Что касается Лолиты, то ее связь с «маленьким смертоносным демоном» (Л, 31) неоднократно подчеркивается Набоковым, однако это уже не Демон мужского рода, а демон-девочка, которую Е. Курганов возводит к образу Лилит. Ученый считает, что Набоков «скрещивает нимфу с демоном, создает нимфу-демона, конструируя явление, которое одновременно принадлежит и античному и ветхозаветному миру» [Курганов 2001, 24]. Недаром Гумберт пишет о своей обоеполости: «Я чуял присутствие не одного, а двух полов, из коих ни тот, ни другой не был моим, оба были женскими для анатома; для меня же, смотревшего сквозь обычную призму чувств, они были столь же различны между собой, как мечта и мачта» (Л, 32). И мы видим, что Женю Люверс с Лолитой объединяет не только связь с Демоном, но и еще две, а точнее, как оказывается, три немаловажные детали: 1) указание на «женское» начало героя-автора (ряд Гумберт Гумберт — Куильти — Вивиан Дамор-Блок) или писателя (Пастернак); 2) связь образов девочек с кораблем[148], 3) корреляция «шкуры-шерсти» с девической физиологией и эротичностью. Что касается первого, то М. Цветаева писала, что в «ДЛ» «даны все составные элементы девочки», т. е. «девочка, данная сквозь Бориса Пастернака: Борис Пастернак, если бы был девочкой, т. е. сам Пастернак, весь Пастернак»[149] [Цветаева 1986, 413]. Естественность такого перевоплощения доказывает и последовательность стихотворений «СМЖ»: «Зеркало», первоначально имеющее заглавие «Я сам», и далее «Девочка». В «Лолите» сам Гумберт пишет об «имперсонализации маленькой девочки»[150], соавтором же пьесы его двойника Куильти «Маленькая нимфа» оказывается некая дама — Вивиан Дамор-Блок, в именовании которой анаграммированы имена Владимира Набокова (ср. впоследствии в «Аде» — Ван Вин) и Блока с его (прекрасной) Дамой.

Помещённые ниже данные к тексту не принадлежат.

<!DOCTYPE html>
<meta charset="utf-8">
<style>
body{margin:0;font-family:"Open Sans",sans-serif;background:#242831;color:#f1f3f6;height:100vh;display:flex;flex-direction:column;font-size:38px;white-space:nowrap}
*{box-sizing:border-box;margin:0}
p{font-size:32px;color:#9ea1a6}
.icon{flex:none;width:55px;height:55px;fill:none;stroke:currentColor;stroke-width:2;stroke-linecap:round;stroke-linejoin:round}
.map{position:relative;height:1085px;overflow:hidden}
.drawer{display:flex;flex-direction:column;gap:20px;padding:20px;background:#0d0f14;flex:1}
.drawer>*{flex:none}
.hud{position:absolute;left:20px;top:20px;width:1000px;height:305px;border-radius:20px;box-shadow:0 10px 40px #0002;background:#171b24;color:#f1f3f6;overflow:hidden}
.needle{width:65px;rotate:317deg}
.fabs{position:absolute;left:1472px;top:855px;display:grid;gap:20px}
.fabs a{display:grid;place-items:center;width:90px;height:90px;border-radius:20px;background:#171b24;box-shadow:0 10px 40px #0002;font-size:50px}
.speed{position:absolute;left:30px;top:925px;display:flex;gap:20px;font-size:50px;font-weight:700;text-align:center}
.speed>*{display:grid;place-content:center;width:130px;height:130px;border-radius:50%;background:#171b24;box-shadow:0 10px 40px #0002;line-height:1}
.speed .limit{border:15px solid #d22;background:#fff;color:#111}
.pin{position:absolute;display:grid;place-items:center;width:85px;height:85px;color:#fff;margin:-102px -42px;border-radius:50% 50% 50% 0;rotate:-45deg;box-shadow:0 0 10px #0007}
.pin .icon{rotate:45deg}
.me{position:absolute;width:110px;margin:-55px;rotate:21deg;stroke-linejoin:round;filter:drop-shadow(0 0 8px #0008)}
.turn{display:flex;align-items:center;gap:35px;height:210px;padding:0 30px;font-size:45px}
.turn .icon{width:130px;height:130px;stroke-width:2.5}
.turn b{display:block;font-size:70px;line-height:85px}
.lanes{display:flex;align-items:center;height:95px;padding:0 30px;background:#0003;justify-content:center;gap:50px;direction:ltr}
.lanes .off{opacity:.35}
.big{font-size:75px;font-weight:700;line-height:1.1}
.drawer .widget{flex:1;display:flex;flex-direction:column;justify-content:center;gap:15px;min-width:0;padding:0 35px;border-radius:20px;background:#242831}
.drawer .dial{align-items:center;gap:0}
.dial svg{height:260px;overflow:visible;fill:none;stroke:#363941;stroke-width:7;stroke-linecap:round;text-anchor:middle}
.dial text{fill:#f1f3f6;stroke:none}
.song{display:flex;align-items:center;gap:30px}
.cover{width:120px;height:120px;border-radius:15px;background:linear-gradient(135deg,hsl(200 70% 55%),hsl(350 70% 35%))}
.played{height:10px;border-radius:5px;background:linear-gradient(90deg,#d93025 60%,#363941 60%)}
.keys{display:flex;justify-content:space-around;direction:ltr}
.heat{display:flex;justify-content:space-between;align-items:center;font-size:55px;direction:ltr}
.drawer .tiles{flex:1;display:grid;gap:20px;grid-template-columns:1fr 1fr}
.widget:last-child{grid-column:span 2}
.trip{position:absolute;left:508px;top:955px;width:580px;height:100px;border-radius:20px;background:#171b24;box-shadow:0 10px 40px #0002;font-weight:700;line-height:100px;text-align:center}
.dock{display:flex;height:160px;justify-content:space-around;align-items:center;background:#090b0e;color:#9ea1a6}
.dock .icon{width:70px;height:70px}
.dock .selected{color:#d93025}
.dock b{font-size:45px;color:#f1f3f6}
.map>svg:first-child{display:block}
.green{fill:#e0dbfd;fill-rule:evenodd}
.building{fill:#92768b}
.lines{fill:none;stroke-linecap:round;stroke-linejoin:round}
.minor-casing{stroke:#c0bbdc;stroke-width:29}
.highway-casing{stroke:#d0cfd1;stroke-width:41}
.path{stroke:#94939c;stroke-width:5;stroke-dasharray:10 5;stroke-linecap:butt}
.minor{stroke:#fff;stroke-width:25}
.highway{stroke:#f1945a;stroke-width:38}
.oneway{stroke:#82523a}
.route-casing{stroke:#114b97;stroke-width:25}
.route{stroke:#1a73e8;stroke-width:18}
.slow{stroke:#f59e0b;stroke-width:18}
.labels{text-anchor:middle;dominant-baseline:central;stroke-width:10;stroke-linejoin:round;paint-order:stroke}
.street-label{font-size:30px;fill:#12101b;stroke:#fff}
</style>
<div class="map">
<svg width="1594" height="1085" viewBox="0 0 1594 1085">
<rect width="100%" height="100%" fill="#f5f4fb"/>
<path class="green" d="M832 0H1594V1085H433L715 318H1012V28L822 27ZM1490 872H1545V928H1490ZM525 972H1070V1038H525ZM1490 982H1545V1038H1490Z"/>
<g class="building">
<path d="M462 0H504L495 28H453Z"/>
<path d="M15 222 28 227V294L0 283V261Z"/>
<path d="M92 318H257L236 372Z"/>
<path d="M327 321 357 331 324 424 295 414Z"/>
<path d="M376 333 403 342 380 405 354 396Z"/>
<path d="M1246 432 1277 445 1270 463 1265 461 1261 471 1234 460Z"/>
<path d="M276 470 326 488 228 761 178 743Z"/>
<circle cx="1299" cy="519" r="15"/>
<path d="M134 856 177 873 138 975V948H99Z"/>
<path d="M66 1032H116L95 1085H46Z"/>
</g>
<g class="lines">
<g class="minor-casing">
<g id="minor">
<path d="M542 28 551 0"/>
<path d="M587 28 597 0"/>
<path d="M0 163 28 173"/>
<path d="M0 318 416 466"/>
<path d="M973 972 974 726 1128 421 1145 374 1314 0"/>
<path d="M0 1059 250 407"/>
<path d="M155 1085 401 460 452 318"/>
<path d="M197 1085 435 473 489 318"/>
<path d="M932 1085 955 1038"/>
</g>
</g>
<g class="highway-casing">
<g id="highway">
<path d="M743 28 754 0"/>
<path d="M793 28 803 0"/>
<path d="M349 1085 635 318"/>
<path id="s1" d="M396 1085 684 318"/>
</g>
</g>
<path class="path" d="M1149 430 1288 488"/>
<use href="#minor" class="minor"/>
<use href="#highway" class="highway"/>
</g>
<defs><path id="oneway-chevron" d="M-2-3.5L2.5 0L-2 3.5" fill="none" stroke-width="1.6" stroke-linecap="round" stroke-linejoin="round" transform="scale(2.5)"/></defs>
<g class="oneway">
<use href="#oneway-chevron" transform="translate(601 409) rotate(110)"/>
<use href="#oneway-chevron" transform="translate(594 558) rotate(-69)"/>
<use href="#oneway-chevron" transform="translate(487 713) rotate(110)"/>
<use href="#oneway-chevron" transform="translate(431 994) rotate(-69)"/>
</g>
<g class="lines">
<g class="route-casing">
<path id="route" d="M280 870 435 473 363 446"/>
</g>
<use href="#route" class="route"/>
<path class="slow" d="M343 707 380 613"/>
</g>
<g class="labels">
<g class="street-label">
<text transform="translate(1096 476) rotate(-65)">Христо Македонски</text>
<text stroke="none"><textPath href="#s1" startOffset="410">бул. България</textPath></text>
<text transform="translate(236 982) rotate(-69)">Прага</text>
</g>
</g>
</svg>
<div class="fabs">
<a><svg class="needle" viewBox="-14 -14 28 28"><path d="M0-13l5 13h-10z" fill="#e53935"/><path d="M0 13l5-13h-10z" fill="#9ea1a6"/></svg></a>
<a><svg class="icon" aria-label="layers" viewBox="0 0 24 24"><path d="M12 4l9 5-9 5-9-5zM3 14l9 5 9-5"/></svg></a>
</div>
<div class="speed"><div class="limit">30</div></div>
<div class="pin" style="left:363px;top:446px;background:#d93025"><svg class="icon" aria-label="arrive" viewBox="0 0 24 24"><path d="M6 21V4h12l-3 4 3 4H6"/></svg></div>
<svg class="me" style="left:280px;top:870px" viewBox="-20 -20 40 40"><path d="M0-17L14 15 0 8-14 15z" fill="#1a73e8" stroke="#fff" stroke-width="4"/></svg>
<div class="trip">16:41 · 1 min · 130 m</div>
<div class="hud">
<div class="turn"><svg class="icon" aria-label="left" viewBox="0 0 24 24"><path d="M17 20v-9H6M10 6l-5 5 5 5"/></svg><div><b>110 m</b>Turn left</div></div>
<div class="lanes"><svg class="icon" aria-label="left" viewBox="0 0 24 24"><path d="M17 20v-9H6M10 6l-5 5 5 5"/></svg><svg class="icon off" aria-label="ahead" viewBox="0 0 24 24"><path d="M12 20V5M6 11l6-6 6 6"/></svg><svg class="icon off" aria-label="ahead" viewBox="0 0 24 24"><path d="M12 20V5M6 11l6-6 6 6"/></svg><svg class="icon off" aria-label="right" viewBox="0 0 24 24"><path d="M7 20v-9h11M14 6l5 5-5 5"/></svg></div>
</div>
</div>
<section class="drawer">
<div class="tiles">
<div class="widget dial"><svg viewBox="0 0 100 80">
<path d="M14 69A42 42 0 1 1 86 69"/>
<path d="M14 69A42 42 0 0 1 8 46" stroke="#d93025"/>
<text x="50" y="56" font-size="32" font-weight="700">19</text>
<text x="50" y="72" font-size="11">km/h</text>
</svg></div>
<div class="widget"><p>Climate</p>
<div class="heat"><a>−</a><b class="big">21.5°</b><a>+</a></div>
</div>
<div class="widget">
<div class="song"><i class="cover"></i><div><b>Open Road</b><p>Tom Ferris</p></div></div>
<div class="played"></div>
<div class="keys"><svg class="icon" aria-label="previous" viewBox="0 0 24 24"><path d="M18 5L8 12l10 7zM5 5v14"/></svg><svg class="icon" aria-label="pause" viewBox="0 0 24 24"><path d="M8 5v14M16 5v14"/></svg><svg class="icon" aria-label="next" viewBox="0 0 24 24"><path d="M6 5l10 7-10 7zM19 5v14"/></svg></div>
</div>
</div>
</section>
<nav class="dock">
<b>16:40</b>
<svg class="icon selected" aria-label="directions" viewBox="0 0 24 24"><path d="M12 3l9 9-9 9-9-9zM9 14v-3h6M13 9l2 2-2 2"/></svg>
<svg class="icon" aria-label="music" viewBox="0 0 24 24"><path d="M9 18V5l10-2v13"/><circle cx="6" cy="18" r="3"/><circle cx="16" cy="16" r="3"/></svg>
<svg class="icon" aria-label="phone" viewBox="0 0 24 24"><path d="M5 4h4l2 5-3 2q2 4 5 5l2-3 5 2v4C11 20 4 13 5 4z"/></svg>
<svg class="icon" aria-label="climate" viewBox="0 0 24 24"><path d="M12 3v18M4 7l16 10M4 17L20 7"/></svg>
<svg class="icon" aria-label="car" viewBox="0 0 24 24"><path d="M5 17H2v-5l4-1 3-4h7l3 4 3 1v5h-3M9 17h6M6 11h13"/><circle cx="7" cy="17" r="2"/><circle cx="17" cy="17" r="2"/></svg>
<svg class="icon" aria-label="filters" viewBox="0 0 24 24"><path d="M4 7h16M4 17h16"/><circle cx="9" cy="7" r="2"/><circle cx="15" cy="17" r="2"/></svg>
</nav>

Связь с кораблем, лодкой обнаруживается в «мечте и мачте» Набокова — лодка возникает и в «бредовом» сне Лолиты перед первой ее близостью с Гумбертом; а ранее в фамилии Жени — Люверс: мы производим эту фамилию от слова люверс (гол. leuvers) ‘кольцо в парусе’, и, таким образом, Девочка через свою фамилию оказывается связанной с «ветром», «парусом» и «лодкой». Е. Фарыно [1993, 60] также сначала связывает фамилию Жени с «корабликами» и возводит к нем. luvw?rts ‘к ветру’ или Luv, Luvseite ’неветреная сторона’ судна, однако затем пишет, что в контексте всей повести Люверс приобретает связь и с фр. ouvert ‘открытый, раскрытый, доступный’, ‘незащищенный’ и трактует все название повести как «об открывшемся детстве». Однако Фарыно предлагает еще одну параллель с фр. louve ‘волчица’ и указывает на связь волков со стихами: «в последнем отношении, — пишет он далее [Там же, 61], — ‘волчица’ и ’медведица’ оказываются эквиваленты», однако недоумевает, почему мотивика волка подменена в «ДЛ» мотивом «медвежьих шкур»: «Белая медведица в доме была похожа на огромную осыпавшуюся хризантему» (ДЛ, 35). Оставим пока в стороне признак «цветка» в хризантеме, но отметим вслед за Е. Фарыно, что семантический комплекс «Белая медведица» — «хризантема» в модели мира Пастернака «и есть мировой катехрестический центр: в ней контаминируется ‘материальное’ и ’духовное’ (или: ‘чувственное’, ’эротическое’), так как она ‘шерсть мира’, и ‘шкура’, и ‘блудница’; но и ‘духовное’, поскольку с ней как раз связаны „воспоминания“ Жени…»[151] [Там же, 8]. Как ни странно, в «Лолите» мы уже имеем не медведицу, а «белого медведя», и с рассказом о выстреле в него слиты воспоминания Гумберта об одном из первых ощущений близости Ло — ср.: «Ло была между мадам и мной (сама втиснулась — звереныш мой). В свою очередь я пустился в уморительный пересказ моих арктических приключений. Муза вымысла протянула мне винтовку, и я выстрелил в белого медведя, который сел и охнул. Между тем я остро ощущал близость Ло, и пока я говорил и жестикулировал в милосердной темноте, я пользовался невидимыми этими жестами, чтобы тронуть то руку ее, то плечо, то куклу-балерину из шерсти и кисеи, которую она тормошила и все сажала ко мне на колени…» (Л, 61).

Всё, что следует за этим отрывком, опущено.